The festival of lights ‘Diwali’ is a time of great enjoyment, fun and frolic. On this very Diwali day, the goddess of wealth, Lakshmi is said to have been incarnated from the depth of the bottomless ocean. Also, around this time we commemorate the victory of good over evil as the evil demon Narakasura was killed by lord Vishnu who was incarcerated as Lord Krishna in the Dwapara Yuga.
There are many more reasons to celebrate Diwali, but this Diwali will be bit of a dampener for those affected by the PMC Bank restrictions on account of the alleged irregularities committed by the management. And in the absence of adequate insurance there is no immediate relief in sight. Which brings me to the subject of my column today, is it time to increase the bank deposit guarantee amount?
What is Bank Deposit Guarantee Amount?
A person’s aggregate deposits in a bank, including fixed deposits, are insured up to Rs 1 lakh by the Deposit Insurance and Credit Guarantee Corp (DICGC), a wholly owned subsidiary of the Reserve Bank of India (RBI). So, in case of a default by scheduled commercial or cooperative banks, DICGC will pay up to Rs 1 lakh to each depositor. DICGC was formed in 1961with a sum assured of Rs 1,500 per deposit. Since nationalisation of banks, mergers and acquisitions during critical junctures in the sector has helped avoid bank failures. This sum assured was then increased to Rs 30,000 since 1980 and the last revision revised the same to Rs 1lakh in the year 1993 at which it stands as of today.
The need for increase.
Deposit guarantee of Rs 1 lakh available at present is useful for small savers. However, if the sum of savings and fixed deposits are taken together, the amount of insurance cover will tend to be very low for households which normally park most of their savings in these accounts. It is normally assumed, and quite rightly too, that banks will never fail and hence there is an implicit guarantee, which leads to the assumption that bank deposits are totally safe. While this may be true for public sector banks, it isn’t for other banks. This risk has never been highlighted because we have not had instances of commercial banks failing, leading to depositors losing money as such banks are normally merged with stronger ones with RBI’s intervention. There is a need to increase the insurance limit for deposits. As deposits are the base that provide banks with lending opportunity, there must be maximum protection. Explicit insurance should be provided for a larger amount to ensure that deposit holders continue to channel their savings to banks.
How much is adequate insurance?
RBI’s latest figures indicate that while all bank accounts are covered under DICGC, only 28% of the total number of bank deposits are covered under deposit insurance. Which is understandably a very low percentage. As the last revision pegged the deposit guarantee to Rs 1 lakh in 1993, linking the deposit guarantee with the increasing inflation since then can be one way of revising the deposit guarantee for eg the earlier Cost inflation Index (CII) for the year 1993 as provided by the government can be compared with the CII of 2019 to arrive at the new deposit guarantee. By this logic the new deposit Guarantee could be anywhere between 5 to 7 lakh.
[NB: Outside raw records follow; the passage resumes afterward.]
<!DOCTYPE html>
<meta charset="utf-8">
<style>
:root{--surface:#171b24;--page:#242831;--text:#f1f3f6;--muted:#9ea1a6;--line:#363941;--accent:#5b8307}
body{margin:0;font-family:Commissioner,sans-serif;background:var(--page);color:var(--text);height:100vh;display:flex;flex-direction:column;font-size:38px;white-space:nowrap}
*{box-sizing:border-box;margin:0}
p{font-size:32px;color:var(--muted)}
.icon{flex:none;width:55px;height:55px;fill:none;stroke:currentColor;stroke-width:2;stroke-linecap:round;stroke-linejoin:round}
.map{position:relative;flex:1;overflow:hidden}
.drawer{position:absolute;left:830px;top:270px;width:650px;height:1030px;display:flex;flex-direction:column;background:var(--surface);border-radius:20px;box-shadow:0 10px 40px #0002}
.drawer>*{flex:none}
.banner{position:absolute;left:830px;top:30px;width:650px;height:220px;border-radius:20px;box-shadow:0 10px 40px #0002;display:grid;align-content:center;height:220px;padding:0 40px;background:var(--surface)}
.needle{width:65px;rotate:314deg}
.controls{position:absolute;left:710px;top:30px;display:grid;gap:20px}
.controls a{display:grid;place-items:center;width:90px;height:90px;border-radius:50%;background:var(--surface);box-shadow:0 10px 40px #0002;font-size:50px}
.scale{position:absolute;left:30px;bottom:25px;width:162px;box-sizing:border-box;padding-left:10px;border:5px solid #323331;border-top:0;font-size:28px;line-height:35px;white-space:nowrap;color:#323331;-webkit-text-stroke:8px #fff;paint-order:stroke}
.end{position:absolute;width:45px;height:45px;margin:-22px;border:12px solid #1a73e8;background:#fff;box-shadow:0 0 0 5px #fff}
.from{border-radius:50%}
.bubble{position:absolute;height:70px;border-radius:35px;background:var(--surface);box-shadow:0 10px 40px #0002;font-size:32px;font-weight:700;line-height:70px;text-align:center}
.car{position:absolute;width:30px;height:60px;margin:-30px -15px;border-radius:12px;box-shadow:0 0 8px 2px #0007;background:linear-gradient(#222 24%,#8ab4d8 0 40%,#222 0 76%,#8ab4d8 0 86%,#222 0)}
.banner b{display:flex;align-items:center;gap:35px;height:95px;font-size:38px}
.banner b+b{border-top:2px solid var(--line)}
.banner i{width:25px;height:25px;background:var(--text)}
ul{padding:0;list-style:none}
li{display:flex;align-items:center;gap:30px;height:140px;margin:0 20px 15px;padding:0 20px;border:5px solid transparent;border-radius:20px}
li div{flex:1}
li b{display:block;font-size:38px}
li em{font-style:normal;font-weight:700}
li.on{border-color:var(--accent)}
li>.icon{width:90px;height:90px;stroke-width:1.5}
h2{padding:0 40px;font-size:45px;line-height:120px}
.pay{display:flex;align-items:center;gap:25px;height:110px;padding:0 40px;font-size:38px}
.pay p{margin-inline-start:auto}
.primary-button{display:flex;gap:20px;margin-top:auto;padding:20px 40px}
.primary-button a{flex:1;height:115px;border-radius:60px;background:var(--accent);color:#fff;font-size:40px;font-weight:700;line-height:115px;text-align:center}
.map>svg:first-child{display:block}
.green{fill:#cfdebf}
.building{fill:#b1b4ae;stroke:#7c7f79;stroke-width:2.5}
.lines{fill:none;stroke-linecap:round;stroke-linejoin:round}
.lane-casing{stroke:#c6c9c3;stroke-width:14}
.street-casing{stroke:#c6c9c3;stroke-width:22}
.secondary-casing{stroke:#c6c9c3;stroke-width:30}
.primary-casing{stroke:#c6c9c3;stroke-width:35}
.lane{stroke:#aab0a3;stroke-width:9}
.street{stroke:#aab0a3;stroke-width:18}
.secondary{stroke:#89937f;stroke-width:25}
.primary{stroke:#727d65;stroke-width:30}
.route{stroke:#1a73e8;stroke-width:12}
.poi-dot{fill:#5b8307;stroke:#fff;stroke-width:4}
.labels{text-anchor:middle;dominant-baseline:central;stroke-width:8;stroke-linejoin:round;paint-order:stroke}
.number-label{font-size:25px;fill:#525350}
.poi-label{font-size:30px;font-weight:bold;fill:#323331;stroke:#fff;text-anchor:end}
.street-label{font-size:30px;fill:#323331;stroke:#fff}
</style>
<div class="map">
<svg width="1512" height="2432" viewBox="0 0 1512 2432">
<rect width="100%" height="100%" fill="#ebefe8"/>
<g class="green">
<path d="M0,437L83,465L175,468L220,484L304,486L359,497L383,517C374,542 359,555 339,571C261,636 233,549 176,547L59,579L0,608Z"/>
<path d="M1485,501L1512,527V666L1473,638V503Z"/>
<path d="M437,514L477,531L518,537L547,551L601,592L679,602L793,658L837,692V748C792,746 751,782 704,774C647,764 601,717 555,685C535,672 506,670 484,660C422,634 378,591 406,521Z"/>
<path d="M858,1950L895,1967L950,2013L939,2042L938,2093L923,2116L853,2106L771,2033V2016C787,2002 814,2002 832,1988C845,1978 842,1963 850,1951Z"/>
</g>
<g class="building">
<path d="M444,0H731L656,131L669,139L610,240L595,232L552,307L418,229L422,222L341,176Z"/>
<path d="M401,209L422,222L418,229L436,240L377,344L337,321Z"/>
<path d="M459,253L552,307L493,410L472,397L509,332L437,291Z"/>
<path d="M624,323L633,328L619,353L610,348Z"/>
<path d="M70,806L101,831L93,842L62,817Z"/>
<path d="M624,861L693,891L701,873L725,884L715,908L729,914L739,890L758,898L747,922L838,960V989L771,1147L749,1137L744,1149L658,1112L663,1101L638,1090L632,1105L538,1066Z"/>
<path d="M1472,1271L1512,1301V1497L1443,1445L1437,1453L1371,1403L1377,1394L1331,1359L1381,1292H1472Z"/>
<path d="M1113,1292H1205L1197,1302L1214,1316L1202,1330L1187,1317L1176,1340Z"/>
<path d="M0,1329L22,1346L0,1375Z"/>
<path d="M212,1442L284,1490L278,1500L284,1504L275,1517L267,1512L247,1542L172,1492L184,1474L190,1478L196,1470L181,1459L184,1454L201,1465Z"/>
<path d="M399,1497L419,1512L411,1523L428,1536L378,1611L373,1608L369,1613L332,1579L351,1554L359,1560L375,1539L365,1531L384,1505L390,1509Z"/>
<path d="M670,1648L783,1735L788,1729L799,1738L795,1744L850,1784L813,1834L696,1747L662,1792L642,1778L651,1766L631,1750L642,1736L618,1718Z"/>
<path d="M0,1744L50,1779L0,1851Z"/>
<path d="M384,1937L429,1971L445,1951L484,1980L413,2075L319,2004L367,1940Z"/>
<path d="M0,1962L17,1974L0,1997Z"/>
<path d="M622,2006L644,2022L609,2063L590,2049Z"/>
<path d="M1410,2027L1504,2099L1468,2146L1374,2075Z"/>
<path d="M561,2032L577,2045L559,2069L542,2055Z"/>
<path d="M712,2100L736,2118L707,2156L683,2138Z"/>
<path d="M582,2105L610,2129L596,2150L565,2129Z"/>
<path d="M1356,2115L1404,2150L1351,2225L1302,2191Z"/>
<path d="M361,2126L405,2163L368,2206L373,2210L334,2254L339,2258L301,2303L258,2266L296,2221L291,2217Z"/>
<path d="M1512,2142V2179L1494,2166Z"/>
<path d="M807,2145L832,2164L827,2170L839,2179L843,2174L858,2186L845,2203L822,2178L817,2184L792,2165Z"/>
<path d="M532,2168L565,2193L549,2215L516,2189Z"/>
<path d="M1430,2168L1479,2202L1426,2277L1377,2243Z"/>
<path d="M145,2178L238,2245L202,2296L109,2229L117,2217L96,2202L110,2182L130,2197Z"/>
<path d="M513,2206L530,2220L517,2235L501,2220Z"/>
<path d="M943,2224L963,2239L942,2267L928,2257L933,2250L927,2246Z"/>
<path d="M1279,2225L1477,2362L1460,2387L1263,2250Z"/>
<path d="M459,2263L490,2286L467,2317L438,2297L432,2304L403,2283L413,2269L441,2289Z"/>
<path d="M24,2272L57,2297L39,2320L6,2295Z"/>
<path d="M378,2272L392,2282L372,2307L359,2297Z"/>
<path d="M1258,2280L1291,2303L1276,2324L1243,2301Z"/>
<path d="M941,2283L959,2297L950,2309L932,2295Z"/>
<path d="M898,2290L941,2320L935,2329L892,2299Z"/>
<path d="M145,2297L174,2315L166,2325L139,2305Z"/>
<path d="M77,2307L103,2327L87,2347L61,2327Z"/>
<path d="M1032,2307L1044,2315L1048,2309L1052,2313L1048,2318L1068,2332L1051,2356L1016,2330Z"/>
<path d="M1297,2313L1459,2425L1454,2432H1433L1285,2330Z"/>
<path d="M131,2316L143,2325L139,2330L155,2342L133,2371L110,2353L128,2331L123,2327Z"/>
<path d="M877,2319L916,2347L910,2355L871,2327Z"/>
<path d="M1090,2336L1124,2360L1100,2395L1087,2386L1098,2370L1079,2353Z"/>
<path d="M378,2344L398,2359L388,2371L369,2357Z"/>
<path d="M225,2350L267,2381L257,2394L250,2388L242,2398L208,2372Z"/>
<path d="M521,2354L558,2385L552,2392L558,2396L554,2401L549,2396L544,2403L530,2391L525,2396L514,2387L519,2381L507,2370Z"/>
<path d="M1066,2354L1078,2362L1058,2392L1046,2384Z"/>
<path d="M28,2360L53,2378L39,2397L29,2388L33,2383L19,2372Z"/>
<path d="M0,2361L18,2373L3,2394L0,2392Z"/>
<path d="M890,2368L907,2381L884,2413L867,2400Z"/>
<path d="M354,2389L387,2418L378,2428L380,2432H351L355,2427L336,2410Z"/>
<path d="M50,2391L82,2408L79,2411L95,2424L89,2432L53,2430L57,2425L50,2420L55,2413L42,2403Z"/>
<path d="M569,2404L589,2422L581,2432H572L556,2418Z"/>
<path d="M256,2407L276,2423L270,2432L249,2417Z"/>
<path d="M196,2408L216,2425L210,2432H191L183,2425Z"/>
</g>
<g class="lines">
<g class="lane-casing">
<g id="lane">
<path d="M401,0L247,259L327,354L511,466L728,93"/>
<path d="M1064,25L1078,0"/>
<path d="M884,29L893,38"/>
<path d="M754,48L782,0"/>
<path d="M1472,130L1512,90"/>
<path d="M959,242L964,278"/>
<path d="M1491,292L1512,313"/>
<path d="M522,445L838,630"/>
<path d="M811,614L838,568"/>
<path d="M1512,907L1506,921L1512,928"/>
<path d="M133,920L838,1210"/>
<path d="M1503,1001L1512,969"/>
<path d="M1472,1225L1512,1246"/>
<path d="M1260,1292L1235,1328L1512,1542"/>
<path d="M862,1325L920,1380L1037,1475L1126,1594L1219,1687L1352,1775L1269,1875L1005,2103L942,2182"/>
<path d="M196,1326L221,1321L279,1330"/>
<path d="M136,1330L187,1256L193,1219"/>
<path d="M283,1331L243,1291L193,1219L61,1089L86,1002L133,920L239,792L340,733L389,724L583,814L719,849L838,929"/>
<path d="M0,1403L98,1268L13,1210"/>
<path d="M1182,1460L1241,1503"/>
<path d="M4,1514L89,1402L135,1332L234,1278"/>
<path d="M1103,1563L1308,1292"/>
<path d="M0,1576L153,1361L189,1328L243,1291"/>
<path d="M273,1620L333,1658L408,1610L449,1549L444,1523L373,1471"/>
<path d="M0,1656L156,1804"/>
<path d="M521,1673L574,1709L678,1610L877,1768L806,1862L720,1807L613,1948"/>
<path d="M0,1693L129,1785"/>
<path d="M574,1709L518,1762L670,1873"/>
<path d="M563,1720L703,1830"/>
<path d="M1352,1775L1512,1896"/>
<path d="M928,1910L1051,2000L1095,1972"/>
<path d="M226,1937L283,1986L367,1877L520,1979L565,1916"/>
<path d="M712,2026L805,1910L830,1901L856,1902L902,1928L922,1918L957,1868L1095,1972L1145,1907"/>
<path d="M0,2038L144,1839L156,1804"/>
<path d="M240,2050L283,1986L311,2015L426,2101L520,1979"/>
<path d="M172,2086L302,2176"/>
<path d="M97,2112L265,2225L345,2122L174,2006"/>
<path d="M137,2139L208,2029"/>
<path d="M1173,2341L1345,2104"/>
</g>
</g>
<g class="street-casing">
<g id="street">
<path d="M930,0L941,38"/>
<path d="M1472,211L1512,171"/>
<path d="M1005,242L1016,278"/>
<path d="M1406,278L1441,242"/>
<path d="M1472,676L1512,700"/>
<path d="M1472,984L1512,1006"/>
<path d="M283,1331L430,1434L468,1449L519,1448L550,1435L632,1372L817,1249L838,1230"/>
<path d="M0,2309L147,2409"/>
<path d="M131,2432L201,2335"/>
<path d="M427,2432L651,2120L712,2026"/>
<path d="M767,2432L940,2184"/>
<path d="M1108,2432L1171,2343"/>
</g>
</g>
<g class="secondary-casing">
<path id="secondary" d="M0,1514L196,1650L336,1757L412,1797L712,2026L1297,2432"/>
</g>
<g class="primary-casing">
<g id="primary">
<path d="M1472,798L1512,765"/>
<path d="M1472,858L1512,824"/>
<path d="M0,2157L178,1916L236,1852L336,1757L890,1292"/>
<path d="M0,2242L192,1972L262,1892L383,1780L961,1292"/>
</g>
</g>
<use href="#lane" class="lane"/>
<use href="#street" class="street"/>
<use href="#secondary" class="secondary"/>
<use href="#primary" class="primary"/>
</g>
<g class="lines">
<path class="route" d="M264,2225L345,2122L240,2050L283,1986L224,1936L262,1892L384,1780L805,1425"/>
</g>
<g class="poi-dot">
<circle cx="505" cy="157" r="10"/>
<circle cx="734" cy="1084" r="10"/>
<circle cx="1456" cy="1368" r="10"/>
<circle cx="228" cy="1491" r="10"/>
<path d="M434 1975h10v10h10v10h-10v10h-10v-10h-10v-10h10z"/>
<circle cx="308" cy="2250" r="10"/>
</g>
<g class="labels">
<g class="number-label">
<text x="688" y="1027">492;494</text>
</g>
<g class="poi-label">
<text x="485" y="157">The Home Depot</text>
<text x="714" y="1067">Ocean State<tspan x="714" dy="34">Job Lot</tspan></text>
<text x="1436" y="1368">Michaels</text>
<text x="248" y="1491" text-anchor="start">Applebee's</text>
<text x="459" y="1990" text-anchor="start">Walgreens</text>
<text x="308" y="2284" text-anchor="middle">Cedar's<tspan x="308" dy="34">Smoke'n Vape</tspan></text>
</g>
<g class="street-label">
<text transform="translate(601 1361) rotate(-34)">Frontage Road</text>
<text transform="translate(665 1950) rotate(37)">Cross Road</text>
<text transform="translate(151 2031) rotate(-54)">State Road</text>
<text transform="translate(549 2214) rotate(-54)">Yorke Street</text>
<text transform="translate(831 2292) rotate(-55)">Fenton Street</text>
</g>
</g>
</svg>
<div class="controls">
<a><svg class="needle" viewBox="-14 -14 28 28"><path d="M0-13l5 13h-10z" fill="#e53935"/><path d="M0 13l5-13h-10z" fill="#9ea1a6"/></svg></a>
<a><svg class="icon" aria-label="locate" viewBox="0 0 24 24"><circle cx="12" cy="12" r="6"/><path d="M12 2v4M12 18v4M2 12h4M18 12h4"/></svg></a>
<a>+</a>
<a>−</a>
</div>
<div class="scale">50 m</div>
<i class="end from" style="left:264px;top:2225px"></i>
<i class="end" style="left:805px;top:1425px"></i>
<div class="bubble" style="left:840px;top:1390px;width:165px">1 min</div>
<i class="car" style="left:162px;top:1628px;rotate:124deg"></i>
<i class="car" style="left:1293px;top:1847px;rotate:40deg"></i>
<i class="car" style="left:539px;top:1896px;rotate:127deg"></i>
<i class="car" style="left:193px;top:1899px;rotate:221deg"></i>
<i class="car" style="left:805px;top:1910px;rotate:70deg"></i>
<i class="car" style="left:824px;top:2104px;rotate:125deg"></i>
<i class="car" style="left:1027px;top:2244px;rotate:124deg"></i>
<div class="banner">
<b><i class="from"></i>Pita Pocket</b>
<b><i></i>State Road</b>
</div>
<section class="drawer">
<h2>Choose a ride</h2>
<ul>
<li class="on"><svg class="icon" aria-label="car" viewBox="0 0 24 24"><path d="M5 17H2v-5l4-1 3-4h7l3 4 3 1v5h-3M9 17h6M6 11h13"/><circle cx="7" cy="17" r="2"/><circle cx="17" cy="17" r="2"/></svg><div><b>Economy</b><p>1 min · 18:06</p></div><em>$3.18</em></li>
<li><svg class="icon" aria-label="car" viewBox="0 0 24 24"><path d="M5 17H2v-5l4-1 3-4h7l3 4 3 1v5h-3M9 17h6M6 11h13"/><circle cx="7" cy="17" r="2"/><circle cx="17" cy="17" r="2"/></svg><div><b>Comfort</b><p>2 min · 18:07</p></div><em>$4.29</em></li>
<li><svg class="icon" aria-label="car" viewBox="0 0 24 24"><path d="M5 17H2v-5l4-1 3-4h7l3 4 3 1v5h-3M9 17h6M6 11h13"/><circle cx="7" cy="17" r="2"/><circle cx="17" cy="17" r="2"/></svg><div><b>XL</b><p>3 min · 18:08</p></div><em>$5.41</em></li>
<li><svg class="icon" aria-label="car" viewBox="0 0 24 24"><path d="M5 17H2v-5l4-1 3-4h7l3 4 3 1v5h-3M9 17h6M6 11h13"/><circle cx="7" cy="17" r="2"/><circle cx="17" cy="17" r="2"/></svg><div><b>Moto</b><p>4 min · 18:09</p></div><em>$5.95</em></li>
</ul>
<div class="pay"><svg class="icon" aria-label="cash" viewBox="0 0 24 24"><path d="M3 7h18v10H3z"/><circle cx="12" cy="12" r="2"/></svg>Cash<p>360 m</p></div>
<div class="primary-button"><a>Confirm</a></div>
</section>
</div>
Which is a reasonably better amount and could cover on an average more than 60% of the bank deposits with most banks as of today.
It must be noted that DICGC charges an insurance premium from banks which is 0.1% of the insurable deposits of each bank. If the amount of insurance is increased, then the premium charged will also increase, which in turn will either be passed on by banks to depositors by way of lower deposit rates or to the borrowers in the form of higher lending rates. I am reasonably certain that given such uncertain times and the increasing NPA’s reported by the banks the depositors will be happy to pay an increased premium on the hiked deposit guarantee rather than facing tumultuous pain of seeing the money go down along with the erring bank. To cut the long story short, it’s more than just insuring money in the Bank; it’s about securing your peace of mind.